**** Data supplied ****

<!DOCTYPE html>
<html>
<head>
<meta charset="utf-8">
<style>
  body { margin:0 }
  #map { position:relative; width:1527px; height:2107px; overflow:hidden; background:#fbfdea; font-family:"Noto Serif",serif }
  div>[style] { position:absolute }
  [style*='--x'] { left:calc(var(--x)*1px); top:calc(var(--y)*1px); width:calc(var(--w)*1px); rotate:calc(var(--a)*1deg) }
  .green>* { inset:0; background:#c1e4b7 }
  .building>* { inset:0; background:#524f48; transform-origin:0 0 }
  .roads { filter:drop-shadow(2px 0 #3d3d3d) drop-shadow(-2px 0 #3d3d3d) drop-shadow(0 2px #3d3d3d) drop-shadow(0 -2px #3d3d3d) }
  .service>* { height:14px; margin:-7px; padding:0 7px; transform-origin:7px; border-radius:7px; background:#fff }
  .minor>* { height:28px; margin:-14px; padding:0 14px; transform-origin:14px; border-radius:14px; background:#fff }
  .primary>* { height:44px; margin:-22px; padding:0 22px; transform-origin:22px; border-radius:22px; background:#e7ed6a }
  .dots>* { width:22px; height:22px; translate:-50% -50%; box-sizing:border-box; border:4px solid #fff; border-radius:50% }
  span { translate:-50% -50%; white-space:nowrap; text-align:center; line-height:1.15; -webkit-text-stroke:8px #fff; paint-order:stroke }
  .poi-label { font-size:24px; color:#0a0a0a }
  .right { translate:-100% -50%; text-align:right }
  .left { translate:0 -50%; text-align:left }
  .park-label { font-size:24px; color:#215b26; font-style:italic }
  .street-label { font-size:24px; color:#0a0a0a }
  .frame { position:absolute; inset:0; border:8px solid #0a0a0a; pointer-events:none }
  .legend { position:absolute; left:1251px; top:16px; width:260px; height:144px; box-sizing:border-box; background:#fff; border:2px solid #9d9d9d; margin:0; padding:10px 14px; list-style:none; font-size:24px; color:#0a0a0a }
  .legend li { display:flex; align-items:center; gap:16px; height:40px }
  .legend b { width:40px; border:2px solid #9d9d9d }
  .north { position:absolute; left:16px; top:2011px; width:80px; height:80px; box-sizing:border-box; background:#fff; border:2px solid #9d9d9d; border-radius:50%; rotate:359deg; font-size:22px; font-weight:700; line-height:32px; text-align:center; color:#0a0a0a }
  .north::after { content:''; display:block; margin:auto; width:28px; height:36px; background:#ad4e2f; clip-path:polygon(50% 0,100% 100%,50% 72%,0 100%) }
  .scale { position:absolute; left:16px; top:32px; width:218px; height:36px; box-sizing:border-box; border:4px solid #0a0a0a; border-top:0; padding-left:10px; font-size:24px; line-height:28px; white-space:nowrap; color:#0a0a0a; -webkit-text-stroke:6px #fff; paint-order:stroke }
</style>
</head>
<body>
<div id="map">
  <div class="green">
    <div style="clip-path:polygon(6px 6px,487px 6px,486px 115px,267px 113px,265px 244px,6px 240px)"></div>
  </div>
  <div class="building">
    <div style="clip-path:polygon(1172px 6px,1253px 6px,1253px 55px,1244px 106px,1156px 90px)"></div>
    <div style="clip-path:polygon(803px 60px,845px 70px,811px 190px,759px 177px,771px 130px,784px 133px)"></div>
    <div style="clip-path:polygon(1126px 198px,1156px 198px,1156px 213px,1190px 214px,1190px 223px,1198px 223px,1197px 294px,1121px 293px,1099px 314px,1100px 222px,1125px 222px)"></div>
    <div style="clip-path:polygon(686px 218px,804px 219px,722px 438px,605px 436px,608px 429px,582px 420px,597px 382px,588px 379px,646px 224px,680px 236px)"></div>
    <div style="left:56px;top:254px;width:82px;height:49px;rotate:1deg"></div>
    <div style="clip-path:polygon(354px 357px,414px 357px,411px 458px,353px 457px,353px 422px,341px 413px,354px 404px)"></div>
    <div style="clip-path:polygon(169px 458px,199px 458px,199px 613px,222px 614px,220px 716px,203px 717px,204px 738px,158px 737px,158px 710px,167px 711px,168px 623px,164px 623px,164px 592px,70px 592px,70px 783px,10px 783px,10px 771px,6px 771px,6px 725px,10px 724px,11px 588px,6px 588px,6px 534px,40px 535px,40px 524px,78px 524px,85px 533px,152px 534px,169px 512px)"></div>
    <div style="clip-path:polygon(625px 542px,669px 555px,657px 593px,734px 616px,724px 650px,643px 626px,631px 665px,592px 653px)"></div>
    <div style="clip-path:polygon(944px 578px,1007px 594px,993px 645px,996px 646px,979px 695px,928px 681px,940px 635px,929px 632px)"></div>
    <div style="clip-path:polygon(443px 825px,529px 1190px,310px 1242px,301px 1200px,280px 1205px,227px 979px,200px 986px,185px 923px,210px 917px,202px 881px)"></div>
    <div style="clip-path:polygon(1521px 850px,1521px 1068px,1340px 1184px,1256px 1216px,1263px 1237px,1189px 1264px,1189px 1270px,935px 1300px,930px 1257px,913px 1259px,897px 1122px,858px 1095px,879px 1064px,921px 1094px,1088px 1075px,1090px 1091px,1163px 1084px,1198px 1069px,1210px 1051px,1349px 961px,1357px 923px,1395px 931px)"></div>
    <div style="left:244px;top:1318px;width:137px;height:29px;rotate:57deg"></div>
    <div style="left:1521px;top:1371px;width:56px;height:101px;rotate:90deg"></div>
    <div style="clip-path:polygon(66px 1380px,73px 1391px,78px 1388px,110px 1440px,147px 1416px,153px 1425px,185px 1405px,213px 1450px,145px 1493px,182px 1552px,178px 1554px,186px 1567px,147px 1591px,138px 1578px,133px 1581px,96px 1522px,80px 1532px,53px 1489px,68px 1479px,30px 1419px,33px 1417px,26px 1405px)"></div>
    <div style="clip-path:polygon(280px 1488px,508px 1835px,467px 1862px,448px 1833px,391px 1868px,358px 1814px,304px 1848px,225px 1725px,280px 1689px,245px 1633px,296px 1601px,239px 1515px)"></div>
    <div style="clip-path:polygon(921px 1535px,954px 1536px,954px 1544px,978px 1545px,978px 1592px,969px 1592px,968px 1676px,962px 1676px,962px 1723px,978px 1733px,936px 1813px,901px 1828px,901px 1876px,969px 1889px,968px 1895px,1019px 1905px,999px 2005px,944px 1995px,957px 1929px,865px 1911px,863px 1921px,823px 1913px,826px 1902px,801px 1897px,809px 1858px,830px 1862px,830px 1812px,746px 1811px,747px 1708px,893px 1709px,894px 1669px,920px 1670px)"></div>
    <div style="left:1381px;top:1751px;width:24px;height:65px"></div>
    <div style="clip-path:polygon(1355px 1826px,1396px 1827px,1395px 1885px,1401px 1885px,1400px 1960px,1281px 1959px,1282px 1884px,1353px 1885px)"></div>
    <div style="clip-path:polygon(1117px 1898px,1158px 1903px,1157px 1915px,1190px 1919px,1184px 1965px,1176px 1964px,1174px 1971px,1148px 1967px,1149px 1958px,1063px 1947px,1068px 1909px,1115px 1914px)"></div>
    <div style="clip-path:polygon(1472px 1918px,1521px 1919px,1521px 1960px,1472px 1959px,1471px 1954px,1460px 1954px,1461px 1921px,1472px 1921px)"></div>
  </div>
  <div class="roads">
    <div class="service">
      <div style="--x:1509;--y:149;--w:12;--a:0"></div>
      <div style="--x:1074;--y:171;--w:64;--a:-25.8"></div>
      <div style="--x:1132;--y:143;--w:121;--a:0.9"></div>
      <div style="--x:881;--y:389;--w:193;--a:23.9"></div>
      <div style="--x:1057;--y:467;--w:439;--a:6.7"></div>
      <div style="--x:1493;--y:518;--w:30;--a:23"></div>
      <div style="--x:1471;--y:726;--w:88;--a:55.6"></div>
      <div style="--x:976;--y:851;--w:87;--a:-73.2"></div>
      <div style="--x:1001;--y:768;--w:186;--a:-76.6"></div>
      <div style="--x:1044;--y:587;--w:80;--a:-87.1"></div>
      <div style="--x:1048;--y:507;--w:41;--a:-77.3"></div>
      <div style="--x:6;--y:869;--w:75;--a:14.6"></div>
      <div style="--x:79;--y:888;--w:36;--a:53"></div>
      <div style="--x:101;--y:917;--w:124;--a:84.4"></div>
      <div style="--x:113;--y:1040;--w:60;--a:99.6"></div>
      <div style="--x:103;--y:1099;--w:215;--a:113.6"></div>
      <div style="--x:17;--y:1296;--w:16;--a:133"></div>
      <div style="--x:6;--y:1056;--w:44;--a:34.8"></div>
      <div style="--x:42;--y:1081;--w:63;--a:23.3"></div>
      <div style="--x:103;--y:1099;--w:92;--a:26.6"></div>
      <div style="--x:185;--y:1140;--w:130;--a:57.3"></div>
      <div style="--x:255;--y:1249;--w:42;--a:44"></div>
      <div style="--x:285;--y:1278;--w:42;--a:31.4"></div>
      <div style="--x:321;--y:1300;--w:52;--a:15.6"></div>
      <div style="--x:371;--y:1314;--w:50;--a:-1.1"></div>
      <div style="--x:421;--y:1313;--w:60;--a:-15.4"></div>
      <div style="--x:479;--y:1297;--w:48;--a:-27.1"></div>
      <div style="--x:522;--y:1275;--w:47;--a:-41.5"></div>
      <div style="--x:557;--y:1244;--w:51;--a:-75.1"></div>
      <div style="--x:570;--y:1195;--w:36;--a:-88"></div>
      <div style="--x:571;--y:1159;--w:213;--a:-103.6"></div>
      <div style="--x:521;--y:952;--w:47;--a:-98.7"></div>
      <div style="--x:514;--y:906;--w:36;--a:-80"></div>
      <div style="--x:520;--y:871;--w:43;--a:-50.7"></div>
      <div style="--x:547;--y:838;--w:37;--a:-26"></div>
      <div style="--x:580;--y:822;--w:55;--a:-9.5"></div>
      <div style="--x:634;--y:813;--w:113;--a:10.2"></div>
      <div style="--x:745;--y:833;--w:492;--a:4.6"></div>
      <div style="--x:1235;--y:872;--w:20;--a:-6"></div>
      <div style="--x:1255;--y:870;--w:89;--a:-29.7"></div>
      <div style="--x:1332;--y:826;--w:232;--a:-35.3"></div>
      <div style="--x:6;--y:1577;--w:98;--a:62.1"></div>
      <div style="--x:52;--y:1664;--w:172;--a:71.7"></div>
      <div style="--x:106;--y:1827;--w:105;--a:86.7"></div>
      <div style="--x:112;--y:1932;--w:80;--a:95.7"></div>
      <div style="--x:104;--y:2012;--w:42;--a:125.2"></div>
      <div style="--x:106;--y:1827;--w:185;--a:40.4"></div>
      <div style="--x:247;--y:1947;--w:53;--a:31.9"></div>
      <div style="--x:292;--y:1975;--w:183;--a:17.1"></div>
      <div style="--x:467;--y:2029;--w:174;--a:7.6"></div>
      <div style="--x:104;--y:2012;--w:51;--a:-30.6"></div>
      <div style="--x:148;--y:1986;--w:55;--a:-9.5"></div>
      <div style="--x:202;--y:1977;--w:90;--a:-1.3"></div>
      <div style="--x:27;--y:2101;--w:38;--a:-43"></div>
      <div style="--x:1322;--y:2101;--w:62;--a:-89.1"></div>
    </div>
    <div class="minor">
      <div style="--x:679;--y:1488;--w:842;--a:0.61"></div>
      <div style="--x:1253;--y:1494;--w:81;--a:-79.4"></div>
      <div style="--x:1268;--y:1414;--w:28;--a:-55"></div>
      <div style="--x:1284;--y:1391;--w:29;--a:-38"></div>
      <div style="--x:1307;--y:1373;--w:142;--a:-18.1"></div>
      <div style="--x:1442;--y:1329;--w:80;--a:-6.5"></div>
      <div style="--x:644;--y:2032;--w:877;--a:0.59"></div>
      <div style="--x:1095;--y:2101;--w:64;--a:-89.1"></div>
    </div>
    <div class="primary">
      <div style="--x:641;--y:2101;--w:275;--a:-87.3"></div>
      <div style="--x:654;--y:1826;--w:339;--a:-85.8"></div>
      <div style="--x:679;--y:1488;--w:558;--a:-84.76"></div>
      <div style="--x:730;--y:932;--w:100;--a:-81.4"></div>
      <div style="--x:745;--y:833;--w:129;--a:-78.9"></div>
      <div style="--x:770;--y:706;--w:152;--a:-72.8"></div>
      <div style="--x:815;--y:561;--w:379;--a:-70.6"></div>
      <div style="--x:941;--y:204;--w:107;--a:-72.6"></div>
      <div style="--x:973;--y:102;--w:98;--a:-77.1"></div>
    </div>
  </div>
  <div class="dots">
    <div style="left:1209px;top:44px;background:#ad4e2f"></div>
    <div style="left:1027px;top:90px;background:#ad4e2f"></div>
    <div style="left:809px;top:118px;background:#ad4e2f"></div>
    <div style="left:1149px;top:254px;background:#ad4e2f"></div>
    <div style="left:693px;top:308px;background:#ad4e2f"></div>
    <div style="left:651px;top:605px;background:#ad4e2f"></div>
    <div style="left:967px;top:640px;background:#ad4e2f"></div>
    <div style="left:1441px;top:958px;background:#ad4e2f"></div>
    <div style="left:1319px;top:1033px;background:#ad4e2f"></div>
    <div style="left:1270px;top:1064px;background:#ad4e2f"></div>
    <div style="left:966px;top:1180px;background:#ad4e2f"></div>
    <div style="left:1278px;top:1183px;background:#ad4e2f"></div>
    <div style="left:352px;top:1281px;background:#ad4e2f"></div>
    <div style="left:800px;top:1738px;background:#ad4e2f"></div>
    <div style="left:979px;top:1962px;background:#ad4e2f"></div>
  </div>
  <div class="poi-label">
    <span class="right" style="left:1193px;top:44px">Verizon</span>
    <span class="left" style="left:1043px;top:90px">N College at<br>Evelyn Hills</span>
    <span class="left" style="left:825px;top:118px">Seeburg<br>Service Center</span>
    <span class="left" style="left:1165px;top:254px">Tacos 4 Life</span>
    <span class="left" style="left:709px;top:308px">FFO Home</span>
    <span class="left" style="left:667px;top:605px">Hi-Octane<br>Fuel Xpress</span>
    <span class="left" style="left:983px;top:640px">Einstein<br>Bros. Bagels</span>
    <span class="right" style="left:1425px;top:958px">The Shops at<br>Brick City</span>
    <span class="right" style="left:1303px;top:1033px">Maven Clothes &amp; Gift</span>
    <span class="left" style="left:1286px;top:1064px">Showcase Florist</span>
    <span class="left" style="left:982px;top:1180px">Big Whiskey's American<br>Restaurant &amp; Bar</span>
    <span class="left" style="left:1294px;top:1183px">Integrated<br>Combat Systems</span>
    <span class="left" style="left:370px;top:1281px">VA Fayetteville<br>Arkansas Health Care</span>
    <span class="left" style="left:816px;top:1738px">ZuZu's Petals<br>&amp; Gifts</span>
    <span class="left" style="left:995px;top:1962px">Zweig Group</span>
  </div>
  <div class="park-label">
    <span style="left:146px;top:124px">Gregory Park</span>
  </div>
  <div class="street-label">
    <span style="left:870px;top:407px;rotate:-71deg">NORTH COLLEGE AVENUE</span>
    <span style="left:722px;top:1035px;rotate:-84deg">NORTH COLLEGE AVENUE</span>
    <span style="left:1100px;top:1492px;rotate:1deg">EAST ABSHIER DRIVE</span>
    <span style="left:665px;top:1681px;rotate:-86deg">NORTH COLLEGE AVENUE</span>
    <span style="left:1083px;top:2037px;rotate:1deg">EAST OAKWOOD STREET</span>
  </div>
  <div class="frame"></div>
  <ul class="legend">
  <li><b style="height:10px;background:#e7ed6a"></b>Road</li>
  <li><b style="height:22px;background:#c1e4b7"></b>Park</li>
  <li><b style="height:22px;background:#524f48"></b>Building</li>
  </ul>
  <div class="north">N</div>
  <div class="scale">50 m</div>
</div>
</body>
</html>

****

▸ Directions: The first line of the entries above and every line after it, up to and including the line with "filter:drop-shadow(2px 0 #3d3d3d)", should be set down exactly.

▸ Task answer:
<!DOCTYPE html>
<html>
<head>
<meta charset="utf-8">
<style>
  body { margin:0 }
  #map { position:relative; width:1527px; height:2107px; overflow:hidden; background:#fbfdea; font-family:"Noto Serif",serif }
  div>[style] { position:absolute }
  [style*='--x'] { left:calc(var(--x)*1px); top:calc(var(--y)*1px); width:calc(var(--w)*1px); rotate:calc(var(--a)*1deg) }
  .green>* { inset:0; background:#c1e4b7 }
  .building>* { inset:0; background:#524f48; transform-origin:0 0 }
  .roads { filter:drop-shadow(2px 0 #3d3d3d) drop-shadow(-2px 0 #3d3d3d) drop-shadow(0 2px #3d3d3d) drop-shadow(0 -2px #3d3d3d) }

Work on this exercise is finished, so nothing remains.